-- Opening Marker --

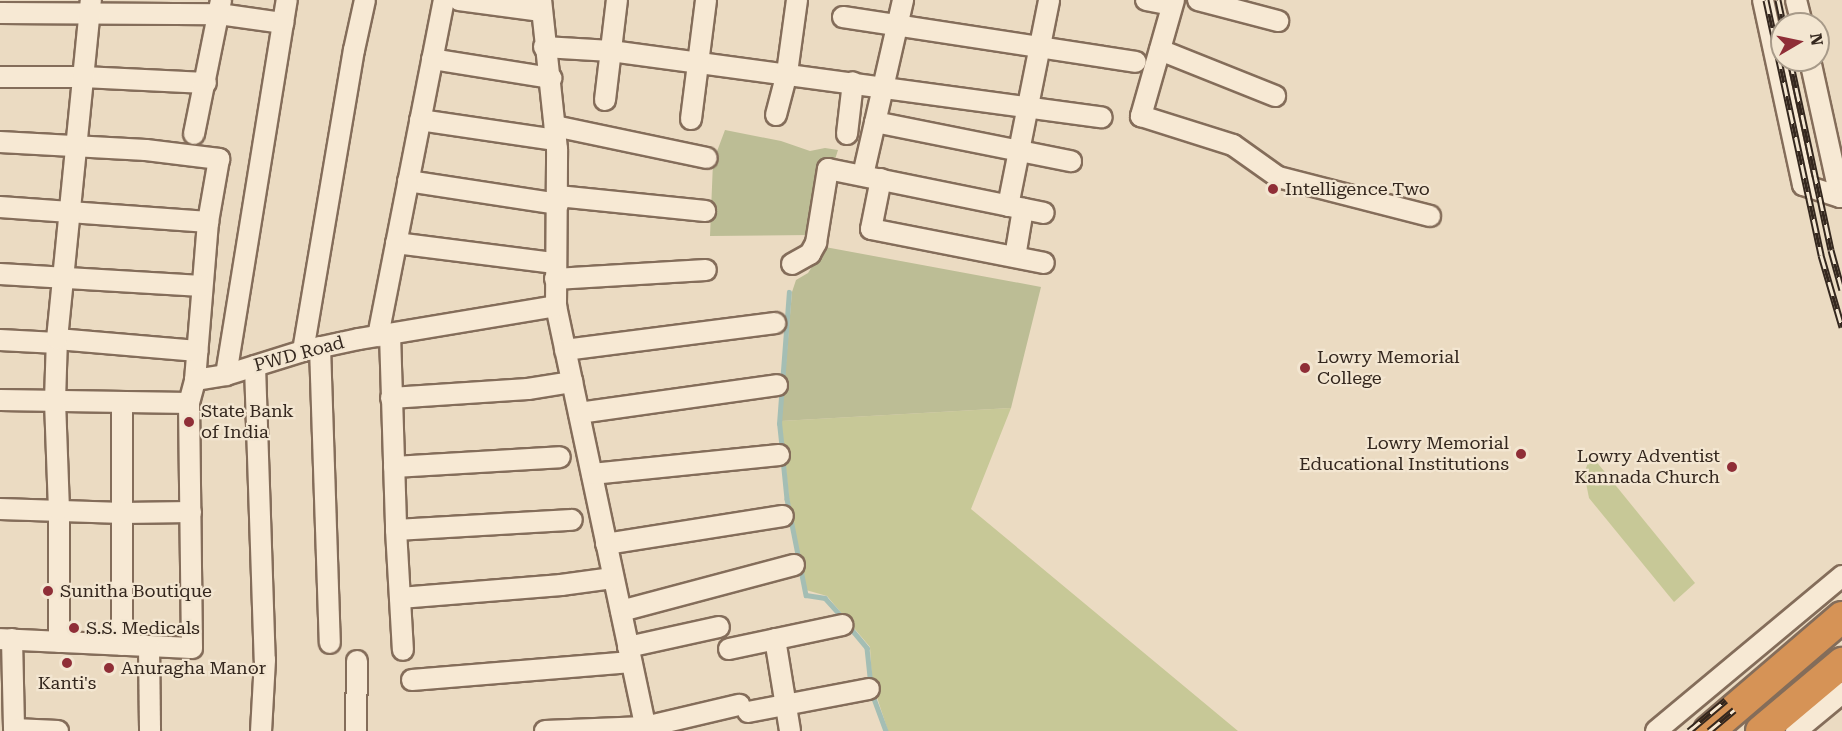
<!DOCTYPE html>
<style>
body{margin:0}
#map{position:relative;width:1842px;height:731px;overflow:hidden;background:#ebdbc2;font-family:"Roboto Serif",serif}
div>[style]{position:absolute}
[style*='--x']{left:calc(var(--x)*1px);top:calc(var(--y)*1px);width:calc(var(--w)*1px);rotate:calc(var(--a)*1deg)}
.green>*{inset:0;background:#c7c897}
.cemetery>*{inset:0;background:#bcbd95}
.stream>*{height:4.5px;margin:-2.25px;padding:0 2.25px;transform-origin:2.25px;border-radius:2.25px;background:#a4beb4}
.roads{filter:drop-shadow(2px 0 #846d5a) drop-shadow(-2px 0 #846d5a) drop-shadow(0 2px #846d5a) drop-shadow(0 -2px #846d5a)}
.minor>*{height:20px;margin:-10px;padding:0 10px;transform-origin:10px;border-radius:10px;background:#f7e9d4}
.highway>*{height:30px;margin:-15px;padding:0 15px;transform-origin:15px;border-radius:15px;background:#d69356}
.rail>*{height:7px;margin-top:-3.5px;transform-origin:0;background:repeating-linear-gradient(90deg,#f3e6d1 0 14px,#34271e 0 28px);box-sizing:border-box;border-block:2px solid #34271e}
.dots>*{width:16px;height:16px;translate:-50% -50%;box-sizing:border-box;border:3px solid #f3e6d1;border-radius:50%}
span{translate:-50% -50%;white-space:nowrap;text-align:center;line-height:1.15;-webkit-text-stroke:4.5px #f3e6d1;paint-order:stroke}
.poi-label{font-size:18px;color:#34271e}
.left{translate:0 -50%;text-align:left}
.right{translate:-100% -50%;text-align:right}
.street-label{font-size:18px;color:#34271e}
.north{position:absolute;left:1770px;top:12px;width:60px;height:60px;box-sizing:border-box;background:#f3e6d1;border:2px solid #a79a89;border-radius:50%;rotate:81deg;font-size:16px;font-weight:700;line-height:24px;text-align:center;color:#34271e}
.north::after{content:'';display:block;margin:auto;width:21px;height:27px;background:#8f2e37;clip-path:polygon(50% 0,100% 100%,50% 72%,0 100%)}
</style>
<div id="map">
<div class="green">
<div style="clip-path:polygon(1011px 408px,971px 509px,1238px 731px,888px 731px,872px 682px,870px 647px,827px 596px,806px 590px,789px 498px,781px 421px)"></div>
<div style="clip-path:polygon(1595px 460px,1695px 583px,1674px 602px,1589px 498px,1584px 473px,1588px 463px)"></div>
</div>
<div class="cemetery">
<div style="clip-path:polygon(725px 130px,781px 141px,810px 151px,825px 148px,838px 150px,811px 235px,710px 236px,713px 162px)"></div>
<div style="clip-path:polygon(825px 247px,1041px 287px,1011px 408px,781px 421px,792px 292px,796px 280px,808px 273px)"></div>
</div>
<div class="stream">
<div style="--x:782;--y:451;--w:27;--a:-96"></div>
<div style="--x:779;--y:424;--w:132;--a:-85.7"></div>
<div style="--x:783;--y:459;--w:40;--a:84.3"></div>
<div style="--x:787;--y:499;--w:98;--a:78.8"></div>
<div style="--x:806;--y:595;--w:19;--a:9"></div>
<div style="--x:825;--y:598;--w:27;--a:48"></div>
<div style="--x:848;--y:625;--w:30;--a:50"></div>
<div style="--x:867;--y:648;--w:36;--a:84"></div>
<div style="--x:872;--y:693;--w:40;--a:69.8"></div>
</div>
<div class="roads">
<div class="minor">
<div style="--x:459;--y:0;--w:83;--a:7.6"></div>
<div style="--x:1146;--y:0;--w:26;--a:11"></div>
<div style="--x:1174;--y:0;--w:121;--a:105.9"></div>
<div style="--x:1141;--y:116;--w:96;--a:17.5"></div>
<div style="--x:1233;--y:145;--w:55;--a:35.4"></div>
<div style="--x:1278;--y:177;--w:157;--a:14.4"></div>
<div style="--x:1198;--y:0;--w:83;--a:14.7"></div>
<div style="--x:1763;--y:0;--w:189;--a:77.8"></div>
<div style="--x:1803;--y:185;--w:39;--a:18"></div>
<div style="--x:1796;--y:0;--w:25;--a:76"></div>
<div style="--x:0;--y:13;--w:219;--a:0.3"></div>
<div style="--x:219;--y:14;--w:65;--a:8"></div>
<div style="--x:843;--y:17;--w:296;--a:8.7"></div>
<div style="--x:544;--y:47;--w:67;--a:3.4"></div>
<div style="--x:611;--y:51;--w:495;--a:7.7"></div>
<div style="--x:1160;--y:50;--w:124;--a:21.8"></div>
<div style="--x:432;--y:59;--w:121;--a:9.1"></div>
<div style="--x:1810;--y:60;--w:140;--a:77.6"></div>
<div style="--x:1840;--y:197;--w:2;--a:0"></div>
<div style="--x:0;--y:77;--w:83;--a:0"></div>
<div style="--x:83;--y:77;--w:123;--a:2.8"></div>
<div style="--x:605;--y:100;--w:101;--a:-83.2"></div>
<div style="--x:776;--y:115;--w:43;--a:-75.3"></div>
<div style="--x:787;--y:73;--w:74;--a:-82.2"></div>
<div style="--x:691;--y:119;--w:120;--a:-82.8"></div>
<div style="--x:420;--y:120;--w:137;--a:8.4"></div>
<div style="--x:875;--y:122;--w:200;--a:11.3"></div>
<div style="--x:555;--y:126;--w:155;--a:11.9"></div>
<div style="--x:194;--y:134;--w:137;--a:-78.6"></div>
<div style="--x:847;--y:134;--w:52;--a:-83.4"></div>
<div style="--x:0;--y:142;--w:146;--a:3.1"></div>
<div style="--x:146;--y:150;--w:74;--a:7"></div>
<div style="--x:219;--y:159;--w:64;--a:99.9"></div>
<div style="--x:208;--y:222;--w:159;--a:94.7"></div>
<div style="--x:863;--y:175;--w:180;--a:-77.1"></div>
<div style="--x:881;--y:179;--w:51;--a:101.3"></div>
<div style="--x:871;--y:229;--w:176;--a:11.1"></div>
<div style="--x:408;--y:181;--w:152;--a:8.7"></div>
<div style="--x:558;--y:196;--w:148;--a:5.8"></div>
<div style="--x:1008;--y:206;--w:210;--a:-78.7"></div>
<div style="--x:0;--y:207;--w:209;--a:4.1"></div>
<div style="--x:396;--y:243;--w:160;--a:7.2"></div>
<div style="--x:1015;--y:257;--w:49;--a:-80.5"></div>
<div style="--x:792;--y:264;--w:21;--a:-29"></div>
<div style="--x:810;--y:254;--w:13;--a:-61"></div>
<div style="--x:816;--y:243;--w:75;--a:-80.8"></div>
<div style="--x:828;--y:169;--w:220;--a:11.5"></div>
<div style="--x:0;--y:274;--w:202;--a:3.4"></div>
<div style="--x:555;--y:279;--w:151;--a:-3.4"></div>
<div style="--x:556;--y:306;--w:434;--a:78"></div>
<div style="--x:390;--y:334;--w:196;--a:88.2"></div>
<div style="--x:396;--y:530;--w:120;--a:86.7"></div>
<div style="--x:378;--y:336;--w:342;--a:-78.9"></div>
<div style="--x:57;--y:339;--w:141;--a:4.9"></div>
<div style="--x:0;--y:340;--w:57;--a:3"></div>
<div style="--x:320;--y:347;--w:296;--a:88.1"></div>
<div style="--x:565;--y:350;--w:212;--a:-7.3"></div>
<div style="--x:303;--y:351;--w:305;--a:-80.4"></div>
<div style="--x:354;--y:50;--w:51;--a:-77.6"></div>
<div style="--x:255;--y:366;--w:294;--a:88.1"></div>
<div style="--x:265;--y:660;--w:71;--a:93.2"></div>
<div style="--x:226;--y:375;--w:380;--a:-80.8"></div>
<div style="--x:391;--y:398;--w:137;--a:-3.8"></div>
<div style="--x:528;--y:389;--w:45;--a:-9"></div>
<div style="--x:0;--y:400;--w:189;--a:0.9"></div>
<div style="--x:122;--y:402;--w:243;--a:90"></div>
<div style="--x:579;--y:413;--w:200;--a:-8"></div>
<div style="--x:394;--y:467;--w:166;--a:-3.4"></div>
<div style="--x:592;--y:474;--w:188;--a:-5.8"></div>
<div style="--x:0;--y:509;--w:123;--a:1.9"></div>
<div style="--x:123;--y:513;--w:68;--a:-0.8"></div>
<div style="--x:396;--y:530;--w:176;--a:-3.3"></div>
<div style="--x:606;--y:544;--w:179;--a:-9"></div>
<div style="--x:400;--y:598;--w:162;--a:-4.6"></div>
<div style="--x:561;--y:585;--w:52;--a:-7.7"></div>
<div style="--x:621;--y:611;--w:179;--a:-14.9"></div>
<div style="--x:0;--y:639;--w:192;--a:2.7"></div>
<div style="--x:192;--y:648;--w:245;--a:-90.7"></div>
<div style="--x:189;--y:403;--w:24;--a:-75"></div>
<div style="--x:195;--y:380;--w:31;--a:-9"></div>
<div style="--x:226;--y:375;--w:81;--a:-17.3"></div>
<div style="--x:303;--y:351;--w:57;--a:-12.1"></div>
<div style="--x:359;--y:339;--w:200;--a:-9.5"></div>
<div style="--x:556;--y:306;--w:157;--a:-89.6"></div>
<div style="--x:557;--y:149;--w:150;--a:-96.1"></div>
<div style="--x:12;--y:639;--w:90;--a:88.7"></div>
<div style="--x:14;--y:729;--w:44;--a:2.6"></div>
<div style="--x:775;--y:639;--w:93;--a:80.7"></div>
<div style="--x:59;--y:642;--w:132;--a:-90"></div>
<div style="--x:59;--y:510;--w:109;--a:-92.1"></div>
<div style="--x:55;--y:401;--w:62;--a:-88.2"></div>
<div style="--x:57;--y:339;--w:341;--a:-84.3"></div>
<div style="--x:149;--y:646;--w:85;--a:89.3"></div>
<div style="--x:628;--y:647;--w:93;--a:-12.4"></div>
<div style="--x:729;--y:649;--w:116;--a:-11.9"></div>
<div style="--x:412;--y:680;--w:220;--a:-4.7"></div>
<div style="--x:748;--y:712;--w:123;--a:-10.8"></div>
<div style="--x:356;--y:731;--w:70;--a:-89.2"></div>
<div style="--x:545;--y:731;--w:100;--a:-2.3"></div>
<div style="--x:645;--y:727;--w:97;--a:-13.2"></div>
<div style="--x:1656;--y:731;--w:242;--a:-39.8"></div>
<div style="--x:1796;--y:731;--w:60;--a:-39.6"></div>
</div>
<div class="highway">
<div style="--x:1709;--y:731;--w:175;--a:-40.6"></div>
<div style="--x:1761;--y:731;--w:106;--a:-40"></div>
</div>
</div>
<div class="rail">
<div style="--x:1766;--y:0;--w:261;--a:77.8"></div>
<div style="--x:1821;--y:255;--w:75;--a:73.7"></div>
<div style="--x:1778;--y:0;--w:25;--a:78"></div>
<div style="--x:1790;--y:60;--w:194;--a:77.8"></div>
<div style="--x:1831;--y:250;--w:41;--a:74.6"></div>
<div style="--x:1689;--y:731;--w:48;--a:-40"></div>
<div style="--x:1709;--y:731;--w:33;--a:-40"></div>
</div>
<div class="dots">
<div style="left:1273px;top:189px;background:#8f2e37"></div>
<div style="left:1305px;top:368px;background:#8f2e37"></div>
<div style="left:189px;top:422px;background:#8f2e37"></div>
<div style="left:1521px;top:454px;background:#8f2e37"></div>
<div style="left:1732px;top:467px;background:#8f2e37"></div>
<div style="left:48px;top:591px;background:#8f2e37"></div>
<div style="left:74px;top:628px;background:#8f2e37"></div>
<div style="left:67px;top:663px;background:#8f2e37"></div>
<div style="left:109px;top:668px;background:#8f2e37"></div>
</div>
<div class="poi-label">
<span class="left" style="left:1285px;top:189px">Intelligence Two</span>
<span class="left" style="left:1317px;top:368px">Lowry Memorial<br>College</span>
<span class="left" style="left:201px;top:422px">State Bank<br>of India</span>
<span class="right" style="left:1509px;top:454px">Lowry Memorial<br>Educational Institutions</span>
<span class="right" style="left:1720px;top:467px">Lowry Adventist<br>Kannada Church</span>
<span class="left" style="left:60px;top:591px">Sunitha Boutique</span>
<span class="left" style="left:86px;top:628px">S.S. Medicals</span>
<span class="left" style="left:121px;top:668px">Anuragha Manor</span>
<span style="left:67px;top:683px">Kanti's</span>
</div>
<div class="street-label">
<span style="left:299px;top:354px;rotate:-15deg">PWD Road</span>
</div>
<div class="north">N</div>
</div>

-- Closing Marker --

Your task is to restate word for word the lines from the top of the data to the line containing "0 #846d5a) drop-shadow(-2px", both ends included, with every picture left out.

Result of the exercise
<!DOCTYPE html>
<style>
body{margin:0}
#map{position:relative;width:1842px;height:731px;overflow:hidden;background:#ebdbc2;font-family:"Roboto Serif",serif}
div>[style]{position:absolute}
[style*='--x']{left:calc(var(--x)*1px);top:calc(var(--y)*1px);width:calc(var(--w)*1px);rotate:calc(var(--a)*1deg)}
.green>*{inset:0;background:#c7c897}
.cemetery>*{inset:0;background:#bcbd95}
.stream>*{height:4.5px;margin:-2.25px;padding:0 2.25px;transform-origin:2.25px;border-radius:2.25px;background:#a4beb4}
.roads{filter:drop-shadow(2px 0 #846d5a) drop-shadow(-2px 0 #846d5a) drop-shadow(0 2px #846d5a) drop-shadow(0 -2px #846d5a)}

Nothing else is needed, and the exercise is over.